Space engineers are building robotic probes to measure melting beneath Antarctica’s ice shelf

by times news cr

2024-09-03 09:05:30

Engineers who specialize in building NASA spacecraft are designing a fleet of robotic underwater probes to measure how fast climate change is melting the vast ice sheets around Antarctica and what that means for sea level rise, BTA reports. Reuters.

The prototype submersibles, developed by NASA’s Jet Propulsion Laboratory (JPL), were tested during a US Navy field camp in the Arctic, being lowered under the frozen Beaufort Sea north of Alaska in March.

“These robots are a platform for carrying scientific instruments to the most inaccessible places on Earth,” explained Paul Glick, a robotics engineer at JPL and the IceNode project scientist, in a report published Thursday on the website of NASA.

The purpose of the probes is to provide more accurate data on the rate at which warming ocean waters around Antarctica are melting the continent’s coastal ice, which will allow scientists to improve computer models for predicting future sea-level rise.

The fate of the world’s largest ice sheet is the focus of nearly 1,500 scientists and researchers who gathered this week in southern Chile for the 11th conference of the Scientific Committee for Antarctic Research.

A JPL analysis published in 2022 found that the thinning and breakup of Antarctica’s ice shelf has reduced its mass by about 12 trillion tons since 1997, double previous estimates.

According to NASA, if it were to melt completely, the loss of the continent’s ice shelf would raise global ocean levels by approximately 60 meters.

Ice shelves are floating slabs of frozen freshwater that extend miles from land into the sea. They form over thousands of years and act as giant buttresses holding back glaciers that would otherwise easily slide into the surrounding ocean.

Satellite images show that the breaking off of parts of the glaciers in the form of icebergs is happening at a faster rate than nature can replenish the growth of the shelf.

At the same time, rising ocean temperatures are eroding the shelves below, a phenomenon scientists hope to study with greater precision using the Ice Node underwater probes.

The cylindrical devices, about 2.4 m long and 25 cm in diameter, will be launched through boreholes in the ice or from vessels in the sea.

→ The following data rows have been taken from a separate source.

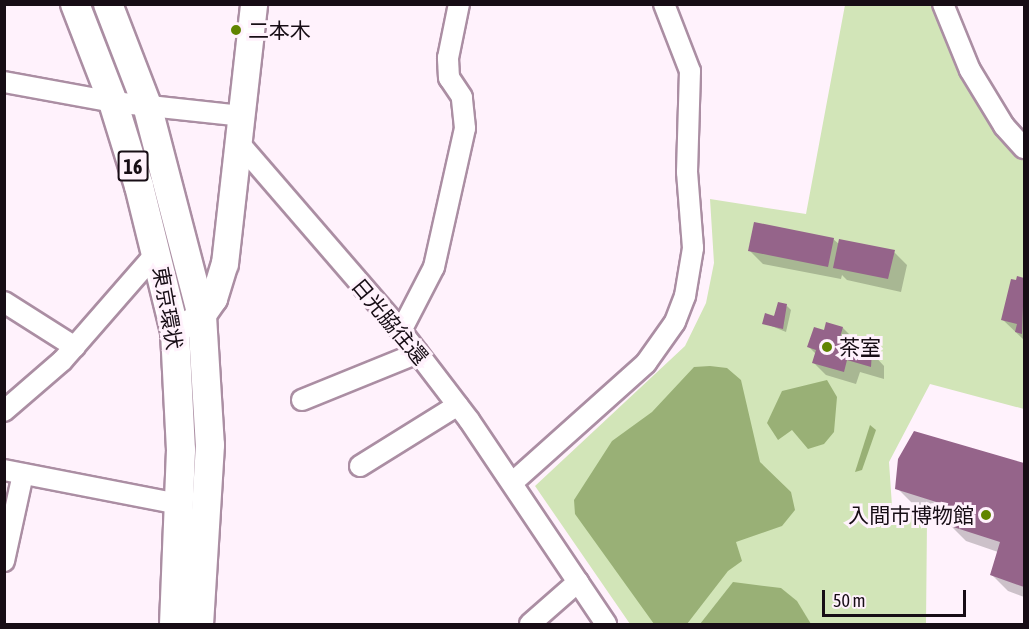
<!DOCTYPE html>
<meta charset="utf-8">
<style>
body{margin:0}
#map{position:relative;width:1029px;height:629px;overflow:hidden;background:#fff2fc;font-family:"Asap Condensed","Noto Sans JP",sans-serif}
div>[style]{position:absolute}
.green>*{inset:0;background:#d2e5b8}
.water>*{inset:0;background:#99b076}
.shadow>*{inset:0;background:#0003}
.building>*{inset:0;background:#95648a}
.roads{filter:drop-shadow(2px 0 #ab8ea3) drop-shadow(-2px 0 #ab8ea3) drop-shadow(0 2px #ab8ea3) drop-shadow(0 -2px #ab8ea3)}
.minor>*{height:20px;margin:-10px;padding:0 10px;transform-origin:10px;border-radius:10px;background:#fff}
.major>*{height:26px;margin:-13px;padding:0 13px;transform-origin:13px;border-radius:13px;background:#fff}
.highway>*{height:28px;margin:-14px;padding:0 14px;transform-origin:14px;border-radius:14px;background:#fff}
.dots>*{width:16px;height:16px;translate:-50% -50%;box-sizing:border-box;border:3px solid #fff2fc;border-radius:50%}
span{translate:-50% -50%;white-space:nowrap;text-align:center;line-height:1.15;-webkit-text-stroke:6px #fff2fc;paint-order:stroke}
.shield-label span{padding:2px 4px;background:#fff2fc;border:2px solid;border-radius:4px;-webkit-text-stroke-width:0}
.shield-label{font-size:20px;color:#170d15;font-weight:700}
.poi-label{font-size:21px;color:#170d15}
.left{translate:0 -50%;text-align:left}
.right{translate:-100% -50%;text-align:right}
.street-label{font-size:21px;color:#170d15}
.frame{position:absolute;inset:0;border:6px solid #170d15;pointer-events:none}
.scale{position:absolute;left:822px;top:590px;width:144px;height:27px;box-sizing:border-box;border:3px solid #170d15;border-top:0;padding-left:8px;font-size:18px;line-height:21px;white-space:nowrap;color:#170d15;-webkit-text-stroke:4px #fff2fc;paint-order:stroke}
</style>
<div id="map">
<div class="green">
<i style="clip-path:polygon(845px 5px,938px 5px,1024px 154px,1024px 409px,930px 384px,889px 462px,892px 506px,927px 521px,926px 624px,630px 624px,535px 486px,685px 346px,706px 303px,714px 263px,710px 199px,806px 214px)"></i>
</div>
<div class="water">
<i style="clip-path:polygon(710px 366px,727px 368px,741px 380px,760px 462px,791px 492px,795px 510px,782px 526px,736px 542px,742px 561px,728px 571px,687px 624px,654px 624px,575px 514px,574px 500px,612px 441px,652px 412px,694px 367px)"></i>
<i style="clip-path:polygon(827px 380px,837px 397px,834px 432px,824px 444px,808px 449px,792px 430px,778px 440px,767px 423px,782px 391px)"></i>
<i style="clip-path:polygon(870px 425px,876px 430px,862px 470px,855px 472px)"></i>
<i style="clip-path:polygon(733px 582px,781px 588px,797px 601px,811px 624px,700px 624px)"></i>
</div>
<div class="shadow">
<i style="clip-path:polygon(833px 239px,839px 244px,894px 252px,907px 265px,901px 292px,847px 280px,842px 275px,841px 279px,763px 264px,750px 251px)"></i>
<i style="clip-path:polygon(1018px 278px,1024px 281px,1024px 340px,1003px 320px)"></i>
<i style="clip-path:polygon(787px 306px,791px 310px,786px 332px,764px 323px)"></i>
<i style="clip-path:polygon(843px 328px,856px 341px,853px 351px,871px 352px,884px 366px,884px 379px,860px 372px,856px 384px,826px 375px,813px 362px,816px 354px,809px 347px,825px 332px)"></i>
<i style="clip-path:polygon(915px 432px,1024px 464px,1024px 597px,1008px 591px,991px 574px,998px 552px,966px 541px,949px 524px,950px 516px,914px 505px,897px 488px)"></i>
</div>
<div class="building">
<i style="clip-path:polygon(754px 222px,834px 238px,828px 267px,748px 251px)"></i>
<i style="clip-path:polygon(839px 239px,895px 250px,888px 279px,833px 268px)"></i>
<i style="clip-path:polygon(1017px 276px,1024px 278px,1022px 334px,1015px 332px,1017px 324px,1001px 320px,1011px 279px,1016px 280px)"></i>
<i style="clip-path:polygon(778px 302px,787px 304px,783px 329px,762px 324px,765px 313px,774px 316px)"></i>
<i style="clip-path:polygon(826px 322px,843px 327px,839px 341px,848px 344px,847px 347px,872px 351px,871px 367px,847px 360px,844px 372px,812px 363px,816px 350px,807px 347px,814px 327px,824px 330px)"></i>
<i style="clip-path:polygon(914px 431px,1024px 463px,1024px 587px,990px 575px,1000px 542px,947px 525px,949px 506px,895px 489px,898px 459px)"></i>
</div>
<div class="roads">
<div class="minor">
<i style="left:943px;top:4px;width:71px;rotate:67.8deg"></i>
<i style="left:970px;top:70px;width:66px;rotate:58.7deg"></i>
<i style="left:1004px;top:126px;width:30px;rotate:48deg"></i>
<i style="left:4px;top:82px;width:111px;rotate:10.4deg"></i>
<i style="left:113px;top:102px;width:129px;rotate:6.2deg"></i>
<i style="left:239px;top:143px;width:248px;rotate:49.2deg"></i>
<i style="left:401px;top:331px;width:112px;rotate:52.6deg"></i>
<i style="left:469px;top:420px;width:246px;rotate:56.1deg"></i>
<i style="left:4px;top:302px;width:84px;rotate:32.4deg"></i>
<i style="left:401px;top:331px;width:72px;rotate:-62.7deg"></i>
<i style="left:434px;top:267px;width:142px;rotate:-77.4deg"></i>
<i style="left:465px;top:128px;width:31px;rotate:-96deg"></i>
<i style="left:462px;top:97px;width:23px;rotate:-124deg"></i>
<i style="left:449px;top:78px;width:20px;rotate:-93deg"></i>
<i style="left:448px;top:58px;width:55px;rotate:-78.5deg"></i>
<i style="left:302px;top:400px;width:125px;rotate:-22.1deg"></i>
<i style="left:4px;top:411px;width:77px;rotate:-40.8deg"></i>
<i style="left:62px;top:361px;width:146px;rotate:-48.9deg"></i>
<i style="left:360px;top:466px;width:115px;rotate:-31.9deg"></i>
<i style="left:4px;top:470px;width:178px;rotate:11deg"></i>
<i style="left:512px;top:483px;width:180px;rotate:-41.8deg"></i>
<i style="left:646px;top:363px;width:50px;rotate:-54.7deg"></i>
<i style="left:675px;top:322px;width:28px;rotate:-69deg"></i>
<i style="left:685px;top:296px;width:49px;rotate:-80.5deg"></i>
<i style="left:693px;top:248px;width:76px;rotate:-94.5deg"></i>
<i style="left:687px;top:172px;width:101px;rotate:-88.3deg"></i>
<i style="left:690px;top:71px;width:72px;rotate:-111.2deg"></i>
<i style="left:4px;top:561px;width:89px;rotate:-77.7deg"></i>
<i style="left:530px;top:624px;width:64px;rotate:-41.2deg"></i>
</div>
<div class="major">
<i style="left:188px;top:324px;width:16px;rotate:-30deg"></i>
<i style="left:202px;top:316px;width:21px;rotate:-55deg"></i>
<i style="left:214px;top:299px;width:37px;rotate:-73deg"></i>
<i style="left:225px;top:264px;width:262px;rotate:-83.6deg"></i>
</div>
<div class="highway">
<i style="left:75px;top:4px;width:105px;rotate:68.8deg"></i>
<i style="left:113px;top:102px;width:88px;rotate:72.8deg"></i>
<i style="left:139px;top:186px;width:150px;rotate:76.1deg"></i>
<i style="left:175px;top:332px;width:118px;rotate:87.1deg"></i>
<i style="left:181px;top:450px;width:174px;rotate:92.3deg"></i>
<i style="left:108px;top:4px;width:108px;rotate:68.9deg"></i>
<i style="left:147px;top:105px;width:218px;rotate:75.4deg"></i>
<i style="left:202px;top:316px;width:129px;rotate:86.5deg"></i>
<i style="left:210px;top:445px;width:179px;rotate:93.5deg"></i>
</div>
</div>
<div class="dots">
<i style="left:236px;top:30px;background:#608400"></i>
<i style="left:827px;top:347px;background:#608400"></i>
<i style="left:986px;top:515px;background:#608400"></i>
</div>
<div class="shield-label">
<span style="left:133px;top:166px">16</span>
</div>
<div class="poi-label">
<span class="left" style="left:248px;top:30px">二本木</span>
<span class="left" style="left:839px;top:347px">茶室</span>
<span class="right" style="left:974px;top:515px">入間市博物館</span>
</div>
<div class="street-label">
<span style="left:168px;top:308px;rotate:80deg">東京環状</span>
<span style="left:390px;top:321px;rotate:50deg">日光脇往還</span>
</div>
<div class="frame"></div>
<div class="scale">50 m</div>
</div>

Although unpowered, the robotic probes will drift along the currents, using special software guidance to reach the “work zones” where the frozen freshwater shelf meets the salt water of the ocean or land. An additional difficulty is that these zones are unavailable for satellite signal.

“Our goal is to get data directly from the melting zone between the ice and the ocean,” says JPL climatologist Ian Fenty.

Upon arrival at the work zones, the submersibles will drop their ballast and rise up to attach to the underside of the ice shelf using three-pronged spikes that pop out of the hull.

The probes will then continuously record data from the ice for a year, including seasonal fluctuations, before being released to return to the open sea and transmit the readings via satellite.

Until now, the thinning of the ice shelf was documented by satellite altimeters that measured the changing height of the ice above.

During the field test in March, a prototype probe descended 100 meters into the ocean to collect data on salinity, temperature and currents. Previous tests were conducted in California’s Monterey Bay and beneath the winter-frozen surface of Lake Superior off Michigan.

Ultimately, scientists think 10 probes would be ideal for collecting data from a single cavity on an ice shelf, but “we still have a lot of development and testing to do” before a full-scale probe deployment schedule is set, Glick said.